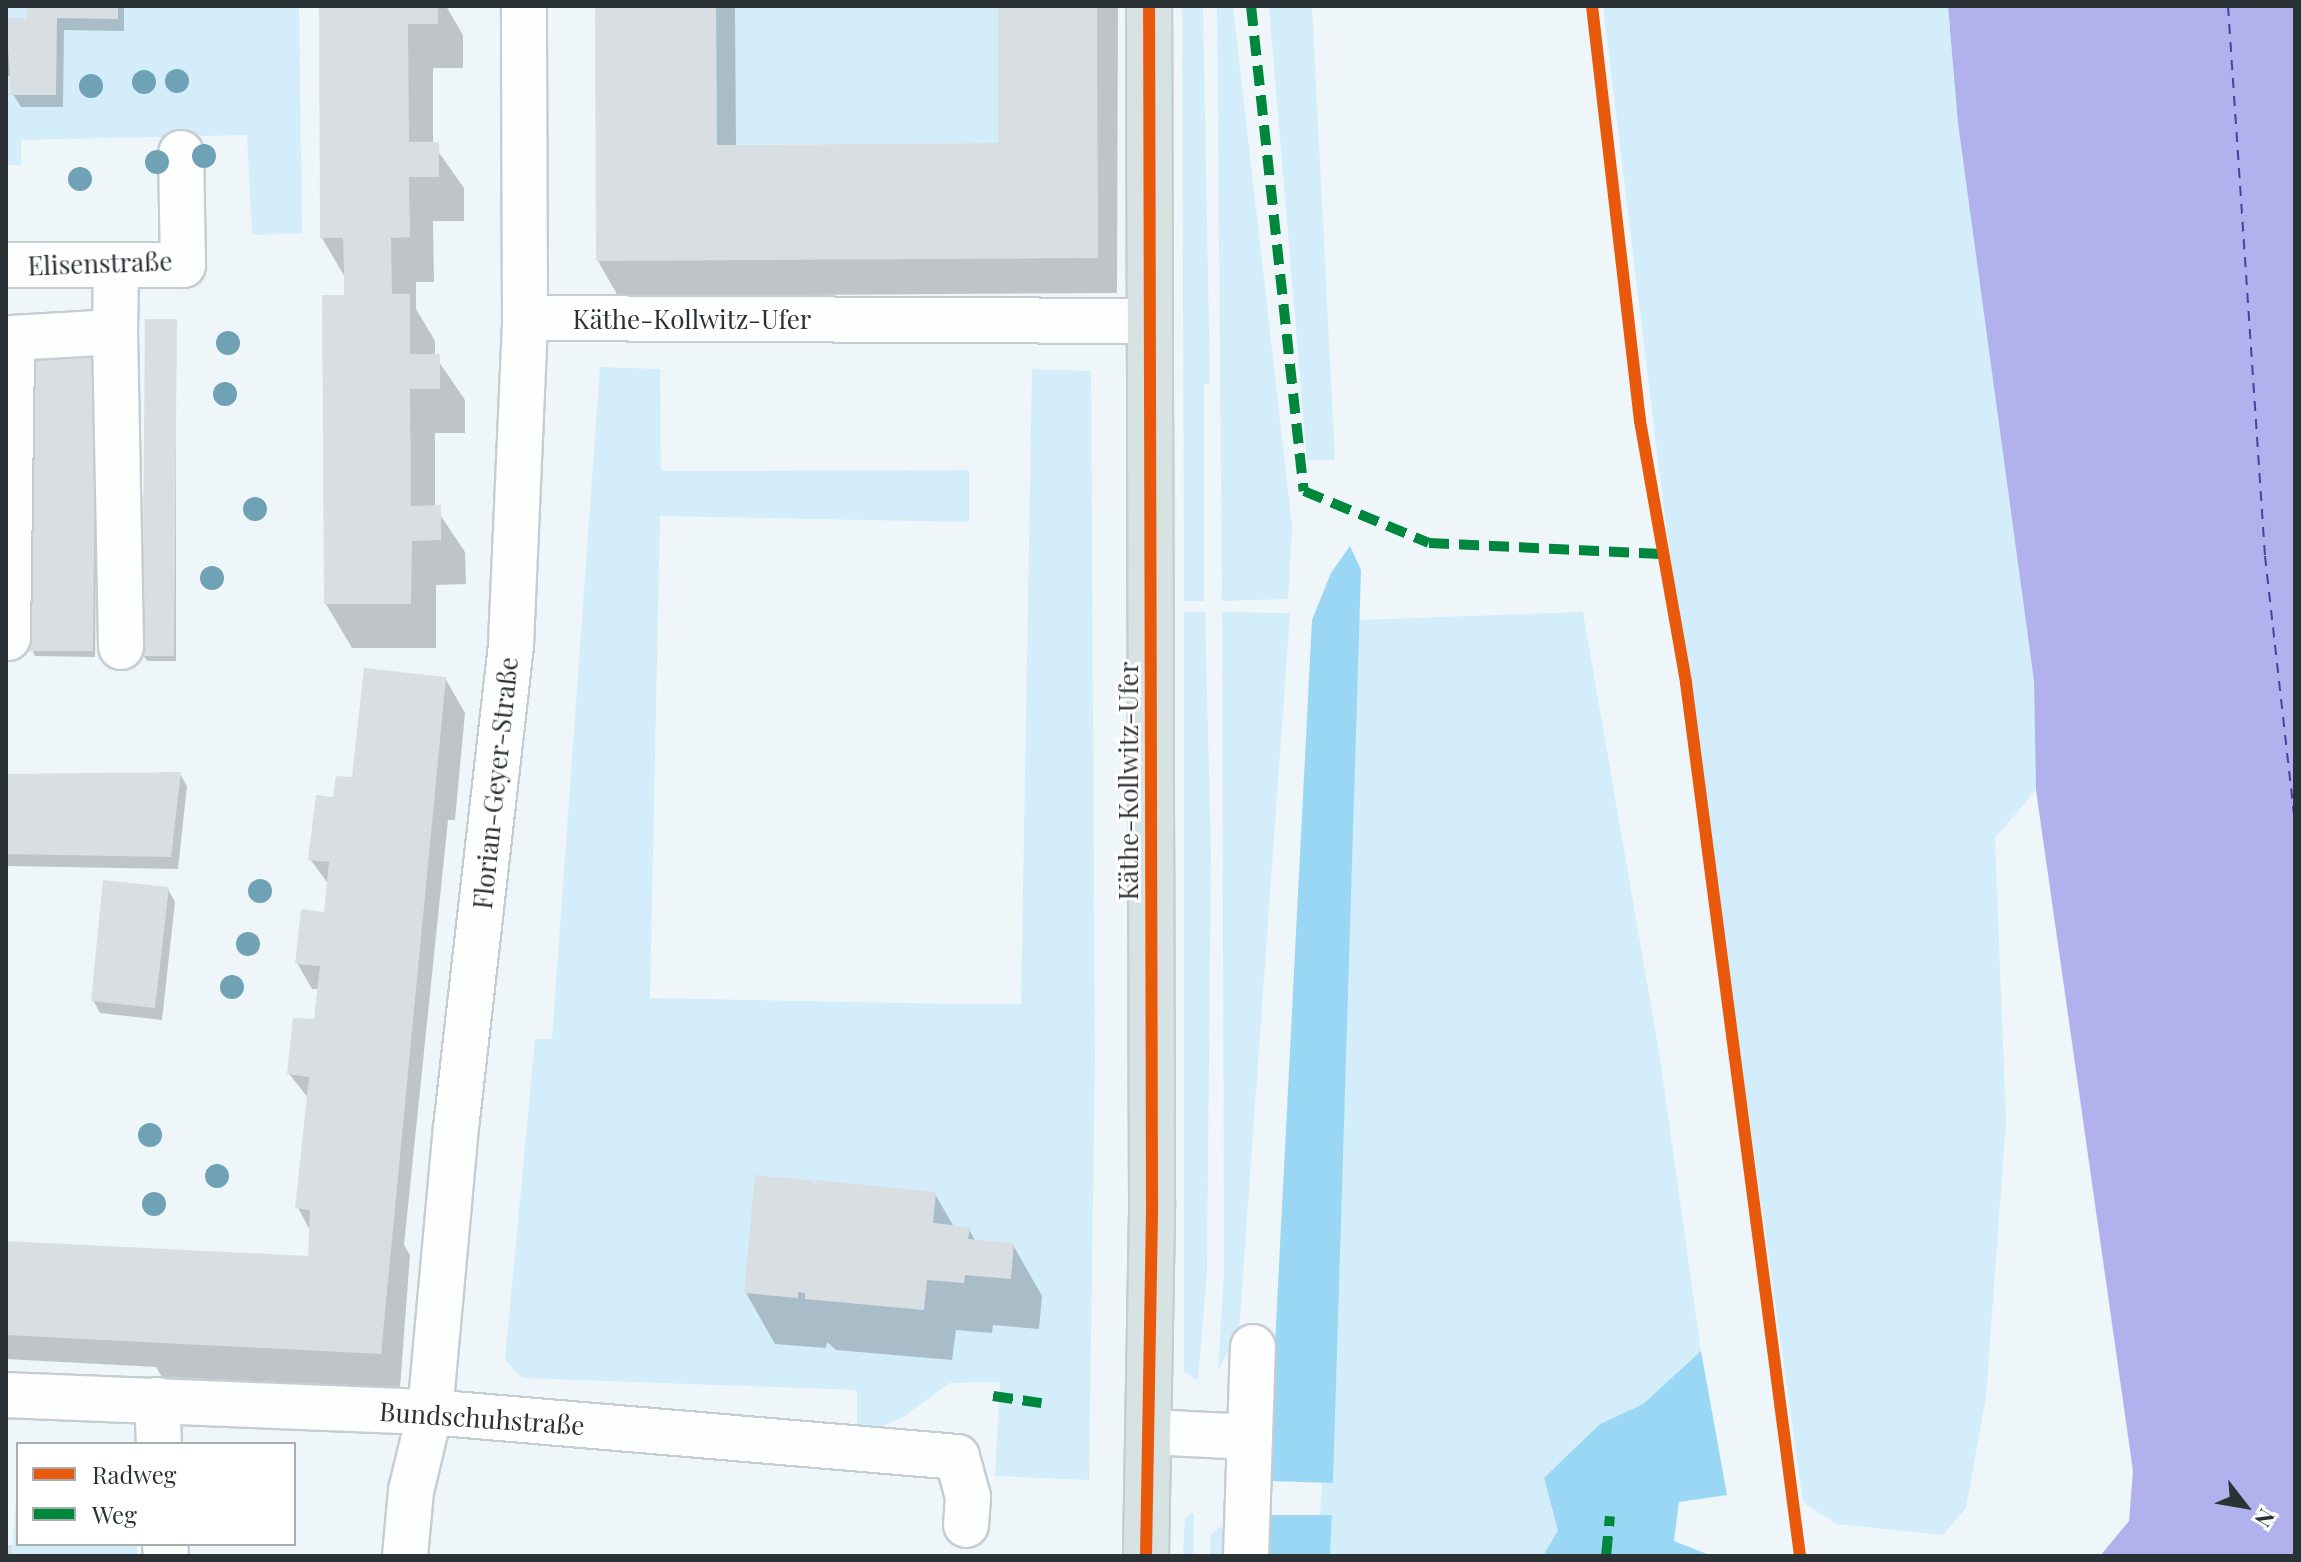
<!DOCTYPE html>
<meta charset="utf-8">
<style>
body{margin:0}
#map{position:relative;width:2301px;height:1562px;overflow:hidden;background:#eff6fa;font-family:"Playfair Display",serif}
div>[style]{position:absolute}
.green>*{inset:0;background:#d4edfb}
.forest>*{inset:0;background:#9ad7f4}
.water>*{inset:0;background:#b1b1ed}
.shadow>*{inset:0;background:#0003}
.ferry>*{height:2px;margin-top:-1px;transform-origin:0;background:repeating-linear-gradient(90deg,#4c3f9f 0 10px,transparent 0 18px)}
.building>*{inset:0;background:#d9dee3}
.roads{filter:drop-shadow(2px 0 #c6cdd1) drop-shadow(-2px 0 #c6cdd1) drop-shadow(0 2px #c6cdd1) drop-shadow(0 -2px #c6cdd1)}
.minor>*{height:44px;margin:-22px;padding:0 22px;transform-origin:22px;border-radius:22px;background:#fdfefe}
.major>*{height:44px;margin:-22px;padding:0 22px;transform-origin:22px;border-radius:22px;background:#d7e2e3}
.quiet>*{height:10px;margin-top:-5px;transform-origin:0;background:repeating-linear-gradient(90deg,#00873e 0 20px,transparent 0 30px)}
.cycleway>*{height:12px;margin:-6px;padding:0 6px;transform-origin:6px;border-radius:6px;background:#e8590c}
.trees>*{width:24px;height:24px;margin:-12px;border-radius:50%;background:#70a2b6}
span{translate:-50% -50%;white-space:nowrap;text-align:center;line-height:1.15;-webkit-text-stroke:6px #fff;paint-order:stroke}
.street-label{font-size:26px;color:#2a3236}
.frame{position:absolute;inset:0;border:8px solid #2a3236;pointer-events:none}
.legend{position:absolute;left:16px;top:1442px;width:280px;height:104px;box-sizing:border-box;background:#fff;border:2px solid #aaadaf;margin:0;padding:10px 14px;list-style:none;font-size:24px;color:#2a3236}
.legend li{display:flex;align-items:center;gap:16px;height:40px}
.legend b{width:40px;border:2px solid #aaadaf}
.north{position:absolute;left:2205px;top:1466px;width:80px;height:80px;-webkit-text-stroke:6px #fff;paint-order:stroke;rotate:121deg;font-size:22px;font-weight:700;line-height:32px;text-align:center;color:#2a3236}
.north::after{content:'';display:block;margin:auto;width:28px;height:36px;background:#2a3236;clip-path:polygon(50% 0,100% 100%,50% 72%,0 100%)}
</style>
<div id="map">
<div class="green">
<i style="clip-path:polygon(6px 6px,299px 6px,302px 233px,252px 235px,247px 135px,21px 140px,21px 165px,6px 165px)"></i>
<i style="clip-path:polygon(716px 6px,998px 6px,998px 143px,717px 145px)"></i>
<i style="clip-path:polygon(1182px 6px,1203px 6px,1210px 383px,1204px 384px,1204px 601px,1184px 601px)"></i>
<i style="clip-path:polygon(1217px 6px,1233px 6px,1292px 525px,1288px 599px,1222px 601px)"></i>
<i style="clip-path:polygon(1269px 6px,1312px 6px,1335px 460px,1307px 460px)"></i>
<i style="clip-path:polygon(1603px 6px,1948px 6px,1958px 123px,2034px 681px,2036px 790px,1995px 838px,2006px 1121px,1986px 1397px,1966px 1508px,1943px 1535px,1836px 1524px,1803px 1502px,1663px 502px)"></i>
<i style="clip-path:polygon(600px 367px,660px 369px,661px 471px,969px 470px,969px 522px,660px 516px,650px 998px,959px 1004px,1021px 1004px,1032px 369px,1091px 371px,1095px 1058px,1089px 1480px,995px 1476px,1000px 1382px,950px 1383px,900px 1419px,878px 1428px,857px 1427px,857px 1390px,522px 1378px,505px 1360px,535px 1039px,552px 1039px)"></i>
<i style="clip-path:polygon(1184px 612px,1205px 612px,1211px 854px,1207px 1271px,1198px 1381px,1184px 1372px)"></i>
<i style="clip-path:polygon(1222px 612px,1290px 613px,1239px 1330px,1218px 1371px,1224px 1272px)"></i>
<i style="clip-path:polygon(1583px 612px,1660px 1058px,1701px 1351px,1643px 1404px,1600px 1424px,1558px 1530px,1543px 1556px,1330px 1556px,1332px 1516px,1320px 1515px,1322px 1483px,1333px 1483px,1359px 620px)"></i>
<i style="clip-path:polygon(18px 1466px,18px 1544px,137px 1544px,137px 1556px,12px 1556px)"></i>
<i style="clip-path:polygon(1194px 1513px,1193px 1556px,1183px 1556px,1185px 1517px)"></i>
<i style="clip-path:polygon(1220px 1527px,1230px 1533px,1235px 1556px,1210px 1556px,1211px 1534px)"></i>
</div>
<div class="forest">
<i style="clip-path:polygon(1350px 546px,1361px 570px,1333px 1483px,1268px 1481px,1312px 620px,1331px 573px)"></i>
<i style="clip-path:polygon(1701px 1351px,1727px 1495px,1679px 1502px,1674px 1541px,1712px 1556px,1543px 1556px,1558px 1530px,1544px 1478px,1600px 1424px,1643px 1404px)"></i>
<i style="clip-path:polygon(1268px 1515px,1332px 1515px,1330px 1556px,1269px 1556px)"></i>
</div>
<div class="water">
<i style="clip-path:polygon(1948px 6px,2295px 6px,2295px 1556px,2100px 1556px,2129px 1521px,2133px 1471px,2036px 790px,2034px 681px,1958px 123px)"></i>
</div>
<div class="shadow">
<i style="clip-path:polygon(29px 6px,124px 6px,124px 31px,64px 30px,63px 107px,21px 107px,13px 94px,14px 76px,6px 76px,6px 20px,28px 20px)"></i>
<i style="clip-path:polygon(321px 6px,446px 6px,463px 35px,463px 68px,433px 68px,433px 144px,464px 188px,464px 221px,433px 221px,434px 282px,416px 282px,416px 309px,435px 341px,435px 356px,465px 400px,465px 433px,435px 433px,435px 507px,465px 552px,466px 584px,436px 585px,436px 648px,352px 648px,326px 604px,346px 279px,322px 238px)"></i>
<i style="clip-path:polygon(597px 6px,735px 6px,736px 146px,1000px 145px,1000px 6px,1118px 6px,1117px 293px,618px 296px,598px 261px)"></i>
<i style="clip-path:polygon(176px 321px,176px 661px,147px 661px,144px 656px)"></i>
<i style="clip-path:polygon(98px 360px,95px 657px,35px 656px,32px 650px)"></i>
<i style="clip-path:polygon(445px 678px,465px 713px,455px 820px,448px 820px,404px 1245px,410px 1255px,400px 1388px,162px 1377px,156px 1367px,6px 1359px,6px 1243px,310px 1258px,311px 1232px,298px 1208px,309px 1099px,289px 1074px,316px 1022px,320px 989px,312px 989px,297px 963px,326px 914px,329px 885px,310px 859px,335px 799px)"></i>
<i style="clip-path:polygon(180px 774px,187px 786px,178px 869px,6px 866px,6px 776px)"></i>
<i style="clip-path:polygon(168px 889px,175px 902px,162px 1020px,100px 1013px,93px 1000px)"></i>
<i style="clip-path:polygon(818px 1189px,935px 1194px,954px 1227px,969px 1229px,976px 1242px,1013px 1245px,1042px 1296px,1039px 1329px,993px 1325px,992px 1333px,956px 1330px,952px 1360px,836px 1350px,827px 1342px,826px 1348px,775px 1344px,746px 1293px)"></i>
</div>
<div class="ferry">
<i style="left:2228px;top:6px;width:551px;rotate:86.15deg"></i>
<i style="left:2265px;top:556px;width:271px;rotate:83.6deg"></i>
</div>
<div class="building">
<i style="clip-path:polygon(27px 6px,118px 6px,118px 19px,57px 18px,56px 95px,11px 95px,6px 18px,26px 18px)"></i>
<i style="clip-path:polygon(319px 6px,438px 6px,438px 24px,408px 24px,409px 142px,439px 142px,439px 177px,409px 177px,410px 237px,391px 238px,392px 294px,410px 294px,410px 354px,440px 354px,440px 389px,410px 389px,411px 506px,441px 505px,441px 540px,412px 541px,411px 604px,324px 604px,322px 295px,344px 295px,344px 266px,343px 238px,320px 238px)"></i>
<i style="clip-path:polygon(595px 6px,716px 6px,717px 145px,998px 143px,998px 6px,1097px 6px,1098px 258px,596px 261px)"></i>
<i style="clip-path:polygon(145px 319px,177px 319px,174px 656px,142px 656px)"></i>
<i style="clip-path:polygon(34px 352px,96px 353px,93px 651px,30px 651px)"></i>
<i style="clip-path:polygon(364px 668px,446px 677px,381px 1354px,6px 1335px,6px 1241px,308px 1256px,310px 1210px,295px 1208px,309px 1077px,287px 1074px,293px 1018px,314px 1019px,320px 966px,295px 964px,301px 909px,324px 912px,329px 862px,308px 860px,316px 795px,333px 797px,336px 776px,352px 777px)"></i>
<i style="clip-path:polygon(181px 772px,171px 857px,6px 854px,6px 774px)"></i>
<i style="clip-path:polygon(103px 880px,169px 887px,155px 1008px,91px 1001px)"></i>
<i style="clip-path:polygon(755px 1175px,810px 1180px,816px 1185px,816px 1180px,936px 1192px,933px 1223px,970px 1227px,968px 1239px,1014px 1243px,1011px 1279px,965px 1275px,964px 1283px,927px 1280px,924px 1310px,805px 1299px,805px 1293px,798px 1292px,798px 1298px,744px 1293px)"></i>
<i style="clip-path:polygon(6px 1545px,12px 1545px,12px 1556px,6px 1556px)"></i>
</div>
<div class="roads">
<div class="minor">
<i style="left:6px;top:265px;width:177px"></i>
<i style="left:183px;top:265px;width:112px;rotate:-91deg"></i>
<i style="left:525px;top:318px;width:622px;rotate:0.28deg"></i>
<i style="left:115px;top:332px;width:315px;rotate:88.9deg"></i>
<i style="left:8px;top:638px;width:300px;rotate:-89.2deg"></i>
<i style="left:12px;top:338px;width:103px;rotate:-3.3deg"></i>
<i style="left:115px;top:332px;width:67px;rotate:-89.1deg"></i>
<i style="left:6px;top:1395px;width:424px;rotate:2.3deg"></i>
<i style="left:430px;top:1412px;width:529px;rotate:4.88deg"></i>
<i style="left:957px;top:1457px;width:41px;rotate:74.6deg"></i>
<i style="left:968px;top:1497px;width:28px;rotate:94deg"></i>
<i style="left:157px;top:1400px;width:44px;rotate:87.4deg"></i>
<i style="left:1149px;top:1432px;width:101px;rotate:2.8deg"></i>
<i style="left:165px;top:1544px;width:12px;rotate:85deg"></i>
<i style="left:405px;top:1556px;width:65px;rotate:-84.7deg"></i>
<i style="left:411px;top:1491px;width:81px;rotate:-76.5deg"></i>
<i style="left:430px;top:1412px;width:285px;rotate:-84.8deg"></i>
<i style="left:456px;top:1128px;width:487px;rotate:-83.5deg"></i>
<i style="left:511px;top:644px;width:326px;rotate:-87.5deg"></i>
<i style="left:525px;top:318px;width:312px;rotate:-90.2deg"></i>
<i style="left:1246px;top:1556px;width:209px;rotate:-88.1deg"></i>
</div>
<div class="major">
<i style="left:1146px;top:1556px;width:354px;rotate:-89deg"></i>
<i style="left:1152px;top:1202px;width:1196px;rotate:-90.14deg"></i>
</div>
</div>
<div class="quiet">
<i style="left:1251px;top:6px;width:488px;rotate:83.8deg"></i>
<i style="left:1304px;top:491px;width:135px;rotate:22.6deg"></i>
<i style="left:1429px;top:543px;width:237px;rotate:2.7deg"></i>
<i style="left:993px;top:1396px;width:49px;rotate:8.3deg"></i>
<i style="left:1606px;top:1556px;width:40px;rotate:-84.3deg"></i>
</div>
<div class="cycleway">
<i style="left:1592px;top:6px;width:418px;rotate:83.4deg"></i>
<i style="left:1640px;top:421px;width:266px;rotate:80deg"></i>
<i style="left:1686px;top:683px;width:880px;rotate:82.56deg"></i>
<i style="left:1146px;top:1556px;width:354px;rotate:-89deg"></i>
<i style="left:1152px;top:1202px;width:1196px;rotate:-90.14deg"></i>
</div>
<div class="trees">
<i style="left:177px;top:81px"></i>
<i style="left:144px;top:82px"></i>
<i style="left:91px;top:86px"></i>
<i style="left:204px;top:156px"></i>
<i style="left:157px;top:162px"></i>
<i style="left:80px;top:179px"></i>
<i style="left:228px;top:343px"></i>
<i style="left:225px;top:394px"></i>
<i style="left:255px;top:509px"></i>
<i style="left:212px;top:578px"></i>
<i style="left:260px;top:891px"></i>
<i style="left:248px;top:944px"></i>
<i style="left:232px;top:987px"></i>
<i style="left:150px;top:1135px"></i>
<i style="left:217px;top:1176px"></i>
<i style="left:154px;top:1204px"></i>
</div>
<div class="street-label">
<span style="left:100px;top:263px;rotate:-2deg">Elisenstraße</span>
<span style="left:692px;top:319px">Käthe-Kollwitz-Ufer</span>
<span style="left:1128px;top:781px;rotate:-90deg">Käthe-Kollwitz-Ufer</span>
<span style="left:495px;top:783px;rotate:-84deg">Florian-Geyer-Straße</span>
<span style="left:482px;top:1418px;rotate:4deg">Bundschuhstraße</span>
</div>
<div class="frame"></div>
<ul class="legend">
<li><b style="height:10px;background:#e8590c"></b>Radweg</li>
<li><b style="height:10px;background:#00873e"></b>Weg</li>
</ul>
<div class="north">N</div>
</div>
========
**EXERCISE PROMPT**.
All lines from the start of the entries above through the line containing "0 #c6cdd1) drop-shadow(-2px" are to be given again exactly; the pictures are not.

**EXPECTED OUTPUT**.
<!DOCTYPE html>
<meta charset="utf-8">
<style>
body{margin:0}
#map{position:relative;width:2301px;height:1562px;overflow:hidden;background:#eff6fa;font-family:"Playfair Display",serif}
div>[style]{position:absolute}
.green>*{inset:0;background:#d4edfb}
.forest>*{inset:0;background:#9ad7f4}
.water>*{inset:0;background:#b1b1ed}
.shadow>*{inset:0;background:#0003}
.ferry>*{height:2px;margin-top:-1px;transform-origin:0;background:repeating-linear-gradient(90deg,#4c3f9f 0 10px,transparent 0 18px)}
.building>*{inset:0;background:#d9dee3}
.roads{filter:drop-shadow(2px 0 #c6cdd1) drop-shadow(-2px 0 #c6cdd1) drop-shadow(0 2px #c6cdd1) drop-shadow(0 -2px #c6cdd1)}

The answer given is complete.